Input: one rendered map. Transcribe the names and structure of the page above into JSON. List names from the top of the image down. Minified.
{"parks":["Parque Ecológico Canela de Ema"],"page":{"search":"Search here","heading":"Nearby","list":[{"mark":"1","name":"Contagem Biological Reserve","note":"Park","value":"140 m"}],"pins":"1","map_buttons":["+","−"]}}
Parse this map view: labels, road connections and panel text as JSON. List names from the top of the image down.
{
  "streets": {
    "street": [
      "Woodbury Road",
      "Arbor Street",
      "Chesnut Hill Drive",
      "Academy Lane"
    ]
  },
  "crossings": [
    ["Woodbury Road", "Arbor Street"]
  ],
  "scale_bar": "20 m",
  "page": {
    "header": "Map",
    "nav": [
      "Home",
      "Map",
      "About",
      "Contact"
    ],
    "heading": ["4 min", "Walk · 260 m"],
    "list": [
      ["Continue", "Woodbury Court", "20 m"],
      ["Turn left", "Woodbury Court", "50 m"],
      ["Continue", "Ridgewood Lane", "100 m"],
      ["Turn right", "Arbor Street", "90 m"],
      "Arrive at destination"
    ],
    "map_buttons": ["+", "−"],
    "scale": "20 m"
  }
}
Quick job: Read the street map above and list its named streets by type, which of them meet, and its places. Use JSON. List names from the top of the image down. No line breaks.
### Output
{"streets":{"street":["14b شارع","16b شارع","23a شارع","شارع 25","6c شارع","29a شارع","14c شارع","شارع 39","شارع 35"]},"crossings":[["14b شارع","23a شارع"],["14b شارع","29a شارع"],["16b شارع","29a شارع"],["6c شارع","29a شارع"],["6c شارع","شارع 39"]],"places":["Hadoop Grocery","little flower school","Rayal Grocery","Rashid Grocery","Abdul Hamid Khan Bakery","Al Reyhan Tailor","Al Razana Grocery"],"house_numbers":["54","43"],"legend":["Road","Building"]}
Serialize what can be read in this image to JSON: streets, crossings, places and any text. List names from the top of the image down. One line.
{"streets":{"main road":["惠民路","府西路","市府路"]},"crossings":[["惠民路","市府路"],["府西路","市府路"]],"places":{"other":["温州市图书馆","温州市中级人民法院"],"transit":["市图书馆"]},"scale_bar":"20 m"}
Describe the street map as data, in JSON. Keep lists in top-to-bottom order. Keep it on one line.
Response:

════

- **About this task**: Reprint the listing above. Keep every line exactly as it is.

- **Result for this exercise**:
Input: one rendered map. Transcribe the names and structure of the page above into JSON. List names from the top of the image down. Minified.
{"parks":["Parque Ecológico Canela de Ema"],"page":{"search":"Search here","heading":"Nearby","list":[{"mark":"1","name":"Contagem Biological Reserve","note":"Park","value":"140 m"}],"pins":"1","map_buttons":["+","−"]}}
Parse this map view: labels, road connections and panel text as JSON. List names from the top of the image down.
{
  "streets": {
    "street": [
      "Woodbury Road",
      "Arbor Street",
      "Chesnut Hill Drive",
      "Academy Lane"
    ]
  },
  "crossings": [
    ["Woodbury Road", "Arbor Street"]
  ],
  "scale_bar": "20 m",
  "page": {
    "header": "Map",
    "nav": [
      "Home",
      "Map",
      "About",
      "Contact"
    ],
    "heading": ["4 min", "Walk · 260 m"],
    "list": [
      ["Continue", "Woodbury Court", "20 m"],
      ["Turn left", "Woodbury Court", "50 m"],
      ["Continue", "Ridgewood Lane", "100 m"],
      ["Turn right", "Arbor Street", "90 m"],
      "Arrive at destination"
    ],
    "map_buttons": ["+", "−"],
    "scale": "20 m"
  }
}
Quick job: Read the street map above and list its named streets by type, which of them meet, and its places. Use JSON. List names from the top of the image down. No line breaks.
### Output
{"streets":{"street":["14b شارع","16b شارع","23a شارع","شارع 25","6c شارع","29a شارع","14c شارع","شارع 39","شارع 35"]},"crossings":[["14b شارع","23a شارع"],["14b شارع","29a شارع"],["16b شارع","29a شارع"],["6c شارع","29a شارع"],["6c شارع","شارع 39"]],"places":["Hadoop Grocery","little flower school","Rayal Grocery","Rashid Grocery","Abdul Hamid Khan Bakery","Al Reyhan Tailor","Al Razana Grocery"],"house_numbers":["54","43"],"legend":["Road","Building"]}
Serialize what can be read in this image to JSON: streets, crossings, places and any text. List names from the top of the image down. One line.
{"streets":{"main road":["惠民路","府西路","市府路"]},"crossings":[["惠民路","市府路"],["府西路","市府路"]],"places":{"other":["温州市图书馆","温州市中级人民法院"],"transit":["市图书馆"]},"scale_bar":"20 m"}
Describe the street map as data, in JSON. Keep lists in top-to-bottom order. Keep it on one line.
Response:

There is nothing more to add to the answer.